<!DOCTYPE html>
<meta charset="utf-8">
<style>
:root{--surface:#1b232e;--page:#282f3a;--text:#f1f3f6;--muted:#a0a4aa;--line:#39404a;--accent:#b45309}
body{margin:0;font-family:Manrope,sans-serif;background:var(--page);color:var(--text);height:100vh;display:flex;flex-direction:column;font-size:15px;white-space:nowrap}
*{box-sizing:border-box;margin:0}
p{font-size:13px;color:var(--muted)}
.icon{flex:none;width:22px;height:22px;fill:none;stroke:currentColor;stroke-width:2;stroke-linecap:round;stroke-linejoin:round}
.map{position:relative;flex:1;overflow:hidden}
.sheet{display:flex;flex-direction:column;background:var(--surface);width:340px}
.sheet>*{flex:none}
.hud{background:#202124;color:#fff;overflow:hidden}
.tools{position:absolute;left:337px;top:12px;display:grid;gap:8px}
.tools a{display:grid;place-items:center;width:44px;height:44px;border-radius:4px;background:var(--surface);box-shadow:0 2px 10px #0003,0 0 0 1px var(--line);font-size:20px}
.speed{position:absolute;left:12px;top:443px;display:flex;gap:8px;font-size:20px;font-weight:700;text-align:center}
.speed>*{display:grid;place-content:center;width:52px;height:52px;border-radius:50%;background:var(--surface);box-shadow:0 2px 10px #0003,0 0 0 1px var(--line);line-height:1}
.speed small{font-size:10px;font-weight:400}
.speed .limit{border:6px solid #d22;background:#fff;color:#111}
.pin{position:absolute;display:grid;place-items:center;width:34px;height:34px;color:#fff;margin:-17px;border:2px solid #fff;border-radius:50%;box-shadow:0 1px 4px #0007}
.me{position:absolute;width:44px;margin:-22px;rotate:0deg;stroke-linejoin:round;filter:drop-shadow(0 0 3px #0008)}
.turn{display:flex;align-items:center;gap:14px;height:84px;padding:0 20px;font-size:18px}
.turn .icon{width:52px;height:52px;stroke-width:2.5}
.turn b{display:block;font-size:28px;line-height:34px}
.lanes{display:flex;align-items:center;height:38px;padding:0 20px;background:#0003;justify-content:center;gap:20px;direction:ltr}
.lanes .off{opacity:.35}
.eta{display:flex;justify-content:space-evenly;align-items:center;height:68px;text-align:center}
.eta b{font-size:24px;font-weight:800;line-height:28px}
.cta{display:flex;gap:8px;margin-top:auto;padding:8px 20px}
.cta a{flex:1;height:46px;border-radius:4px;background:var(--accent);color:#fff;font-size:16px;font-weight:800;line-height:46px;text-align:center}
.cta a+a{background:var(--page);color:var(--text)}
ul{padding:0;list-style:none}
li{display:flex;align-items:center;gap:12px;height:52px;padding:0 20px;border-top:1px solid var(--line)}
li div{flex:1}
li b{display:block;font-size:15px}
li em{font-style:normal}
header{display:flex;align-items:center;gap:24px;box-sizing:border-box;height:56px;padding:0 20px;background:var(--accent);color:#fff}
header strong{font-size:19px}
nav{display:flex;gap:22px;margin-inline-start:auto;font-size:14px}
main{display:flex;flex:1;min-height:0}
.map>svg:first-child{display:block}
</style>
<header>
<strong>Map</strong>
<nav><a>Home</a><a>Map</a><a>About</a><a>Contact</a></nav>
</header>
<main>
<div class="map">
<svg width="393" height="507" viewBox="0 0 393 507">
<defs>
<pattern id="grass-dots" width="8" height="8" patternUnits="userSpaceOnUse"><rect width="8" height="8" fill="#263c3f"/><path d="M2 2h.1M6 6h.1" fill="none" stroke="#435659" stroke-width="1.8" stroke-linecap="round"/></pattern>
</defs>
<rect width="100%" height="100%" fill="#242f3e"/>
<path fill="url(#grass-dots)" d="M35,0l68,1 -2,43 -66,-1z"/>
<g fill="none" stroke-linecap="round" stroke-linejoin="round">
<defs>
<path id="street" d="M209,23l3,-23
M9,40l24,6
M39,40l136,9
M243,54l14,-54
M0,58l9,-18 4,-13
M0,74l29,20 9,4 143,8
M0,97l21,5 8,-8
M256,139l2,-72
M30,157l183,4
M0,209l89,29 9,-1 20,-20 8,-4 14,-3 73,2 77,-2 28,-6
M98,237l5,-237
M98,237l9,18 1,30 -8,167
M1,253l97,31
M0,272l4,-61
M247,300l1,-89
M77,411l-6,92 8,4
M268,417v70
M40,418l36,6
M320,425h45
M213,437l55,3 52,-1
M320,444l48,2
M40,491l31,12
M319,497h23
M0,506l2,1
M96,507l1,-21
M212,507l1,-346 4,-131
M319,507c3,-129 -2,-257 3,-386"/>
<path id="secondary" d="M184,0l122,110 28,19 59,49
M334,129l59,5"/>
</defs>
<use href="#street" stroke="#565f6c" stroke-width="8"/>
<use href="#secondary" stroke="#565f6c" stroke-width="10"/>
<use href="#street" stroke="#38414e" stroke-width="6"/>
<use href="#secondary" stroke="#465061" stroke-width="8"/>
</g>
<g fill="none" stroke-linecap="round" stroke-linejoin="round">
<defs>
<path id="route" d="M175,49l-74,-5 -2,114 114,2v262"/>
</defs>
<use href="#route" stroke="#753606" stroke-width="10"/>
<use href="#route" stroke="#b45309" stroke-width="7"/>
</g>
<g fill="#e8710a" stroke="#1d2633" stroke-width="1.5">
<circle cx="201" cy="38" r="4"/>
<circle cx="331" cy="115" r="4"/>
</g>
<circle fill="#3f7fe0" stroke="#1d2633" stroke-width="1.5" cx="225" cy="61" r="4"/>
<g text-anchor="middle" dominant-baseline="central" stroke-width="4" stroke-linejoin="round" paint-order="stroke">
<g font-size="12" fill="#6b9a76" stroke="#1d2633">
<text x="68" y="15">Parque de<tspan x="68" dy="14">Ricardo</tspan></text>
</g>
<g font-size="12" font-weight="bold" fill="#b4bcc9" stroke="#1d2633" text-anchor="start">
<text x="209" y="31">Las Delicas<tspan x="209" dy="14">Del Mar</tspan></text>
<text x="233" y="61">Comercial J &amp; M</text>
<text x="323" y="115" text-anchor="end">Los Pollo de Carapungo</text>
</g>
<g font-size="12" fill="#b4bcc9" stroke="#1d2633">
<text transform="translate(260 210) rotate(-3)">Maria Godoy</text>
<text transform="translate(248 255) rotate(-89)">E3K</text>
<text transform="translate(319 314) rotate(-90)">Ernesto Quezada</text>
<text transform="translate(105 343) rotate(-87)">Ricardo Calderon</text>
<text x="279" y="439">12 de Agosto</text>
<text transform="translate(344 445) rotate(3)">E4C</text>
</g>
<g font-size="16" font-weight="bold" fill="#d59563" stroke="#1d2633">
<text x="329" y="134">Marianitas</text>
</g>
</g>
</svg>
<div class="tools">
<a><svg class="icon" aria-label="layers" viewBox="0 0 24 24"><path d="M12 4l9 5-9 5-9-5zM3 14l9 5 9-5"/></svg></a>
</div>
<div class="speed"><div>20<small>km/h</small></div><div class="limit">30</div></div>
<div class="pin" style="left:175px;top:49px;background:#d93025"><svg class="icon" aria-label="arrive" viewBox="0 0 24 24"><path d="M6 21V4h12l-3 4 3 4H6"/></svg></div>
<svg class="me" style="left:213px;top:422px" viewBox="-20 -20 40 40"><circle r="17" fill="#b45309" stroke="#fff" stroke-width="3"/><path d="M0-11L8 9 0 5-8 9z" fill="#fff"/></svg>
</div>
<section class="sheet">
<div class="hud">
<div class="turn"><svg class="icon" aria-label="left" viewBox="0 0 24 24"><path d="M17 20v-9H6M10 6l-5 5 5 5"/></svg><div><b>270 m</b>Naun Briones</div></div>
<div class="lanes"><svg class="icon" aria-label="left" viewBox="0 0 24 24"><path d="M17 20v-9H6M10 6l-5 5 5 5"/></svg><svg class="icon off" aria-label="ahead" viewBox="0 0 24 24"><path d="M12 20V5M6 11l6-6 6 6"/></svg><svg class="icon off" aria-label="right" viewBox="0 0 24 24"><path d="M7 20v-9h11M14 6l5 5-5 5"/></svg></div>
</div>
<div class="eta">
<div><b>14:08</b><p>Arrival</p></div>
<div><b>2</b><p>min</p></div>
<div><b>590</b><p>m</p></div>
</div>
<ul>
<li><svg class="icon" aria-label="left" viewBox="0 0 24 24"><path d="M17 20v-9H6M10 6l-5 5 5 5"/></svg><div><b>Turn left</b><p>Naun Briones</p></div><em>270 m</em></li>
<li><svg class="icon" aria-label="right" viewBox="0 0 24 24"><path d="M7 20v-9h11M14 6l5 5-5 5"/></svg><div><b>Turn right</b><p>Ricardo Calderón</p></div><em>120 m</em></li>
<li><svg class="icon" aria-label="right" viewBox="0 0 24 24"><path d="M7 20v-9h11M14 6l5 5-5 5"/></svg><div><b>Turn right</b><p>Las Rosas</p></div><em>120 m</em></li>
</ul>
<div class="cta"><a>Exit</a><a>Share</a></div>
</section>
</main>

---+---

* What you will do
If a line above includes the string "linejoin", pick it out.

* Task output
.icon{flex:none;width:22px;height:22px;fill:none;stroke:currentColor;stroke-width:2;stroke-linecap:round;stroke-linejoin:round}
.me{position:absolute;width:44px;margin:-22px;rotate:0deg;stroke-linejoin:round;filter:drop-shadow(0 0 3px #0008)}
<g fill="none" stroke-linecap="round" stroke-linejoin="round">
<g fill="none" stroke-linecap="round" stroke-linejoin="round">
<g text-anchor="middle" dominant-baseline="central" stroke-width="4" stroke-linejoin="round" paint-order="stroke">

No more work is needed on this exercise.